I was diagnosed with Sleep Apena and refused to use it.
I am not putting that stupid thing on my face at night.
Well when the MVA told me that if I didn’t show logs of usage I would loose my divers license i started.
It took one night to convince me it was the greatest thing ever, and I felt so stupid for not using it sooner.
My wife actually thought something was wrong because I was so “quiet” when I slept.
Sleep Apena is no bullshit and it is amazing how much it was dragging me down.
Wtf… You get that diagnosis and they will pull your driver’s license?

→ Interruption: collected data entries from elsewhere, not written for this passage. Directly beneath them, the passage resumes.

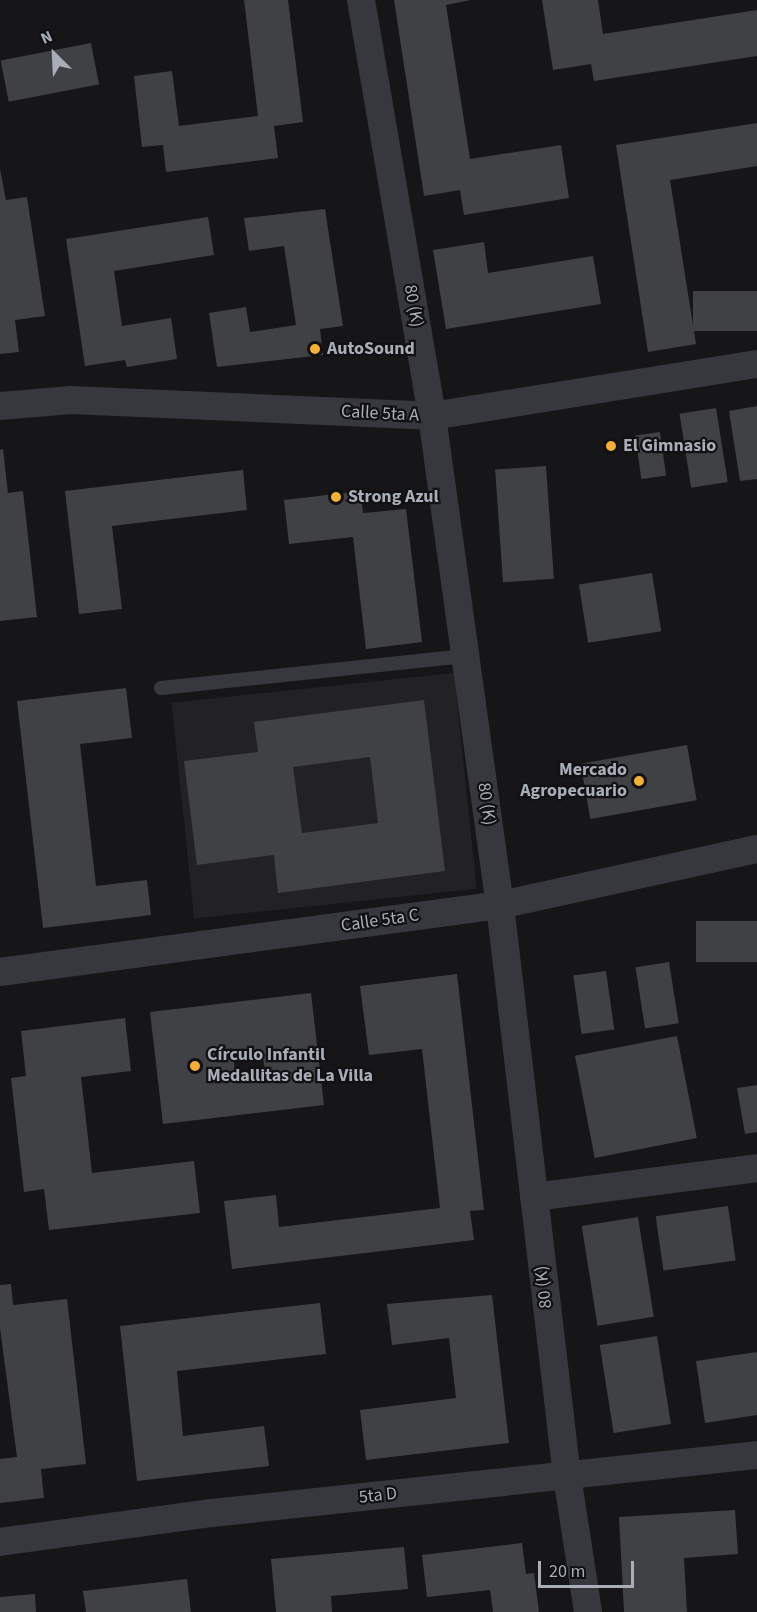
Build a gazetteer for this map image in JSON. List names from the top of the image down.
{
  "streets": {
    "street": [
      "80 (K)",
      "Calle 5ta A",
      "Calle 5ta C",
      "5ta D"
    ]
  },
  "crossings": [
    ["80 (K)", "Calle 5ta A"],
    ["80 (K)", "Calle 5ta C"],
    ["80 (K)", "5ta D"]
  ],
  "places": [
    "AutoSound",
    "El Gimnasio",
    "Strong Azul",
    "Mercado Agropecuario",
    "Círculo Infantil Medallitas de La Villa"
  ],
  "scale_bar": "20 m",
  "north": "top left"
}
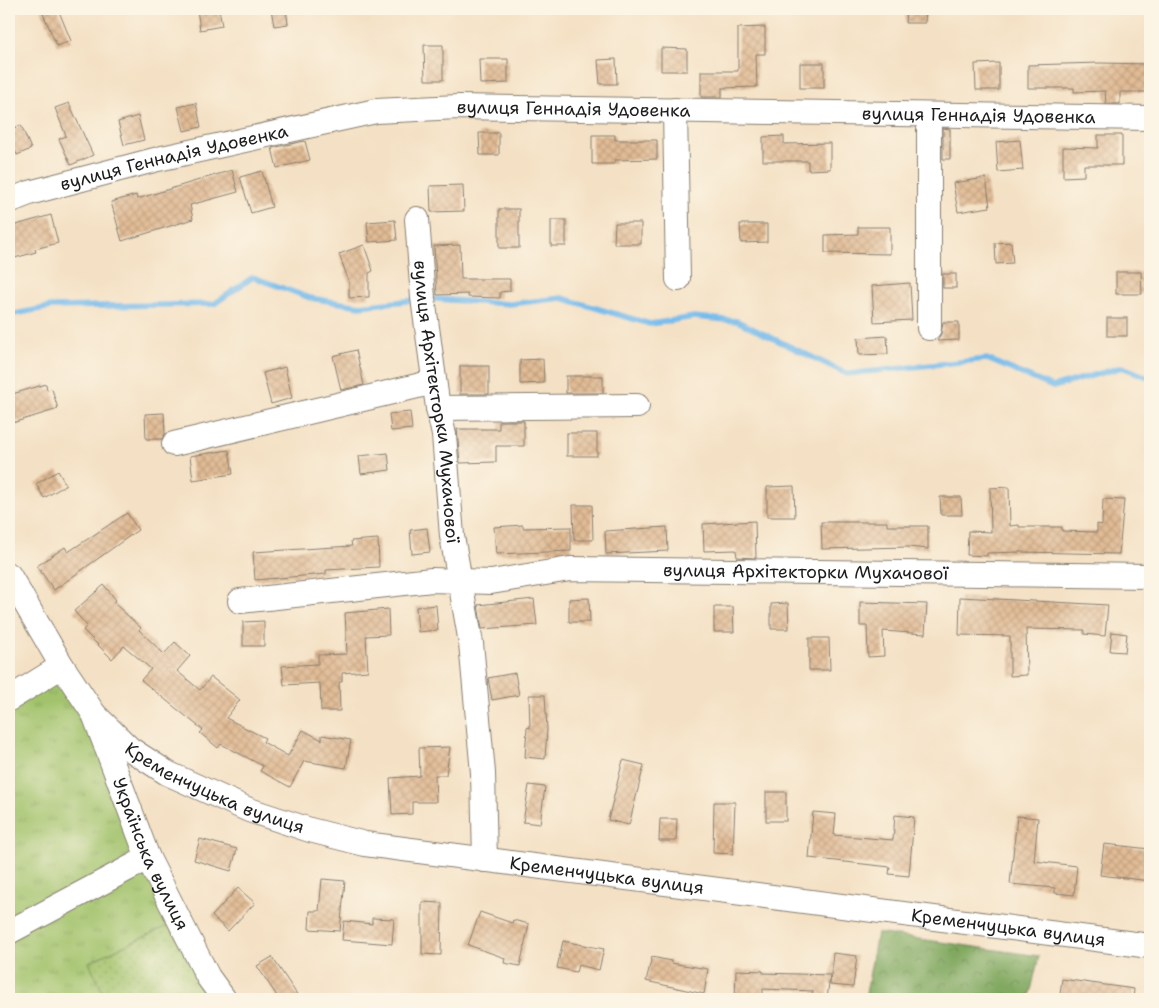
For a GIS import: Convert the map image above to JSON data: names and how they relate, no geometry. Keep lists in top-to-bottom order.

Holy hell as if I needed any other reason to never fucking go to the doctor unless I’m literally about to die.
This was my reaction at first but when I thought about it my perspective changed. Fatigued driving is really dangerous. Your response/reaction time is severely degraded as is your decision making ability.
Impaired driving isn’t just from being intoxicated.
It is similar to how people with seizures disorders can’t drive.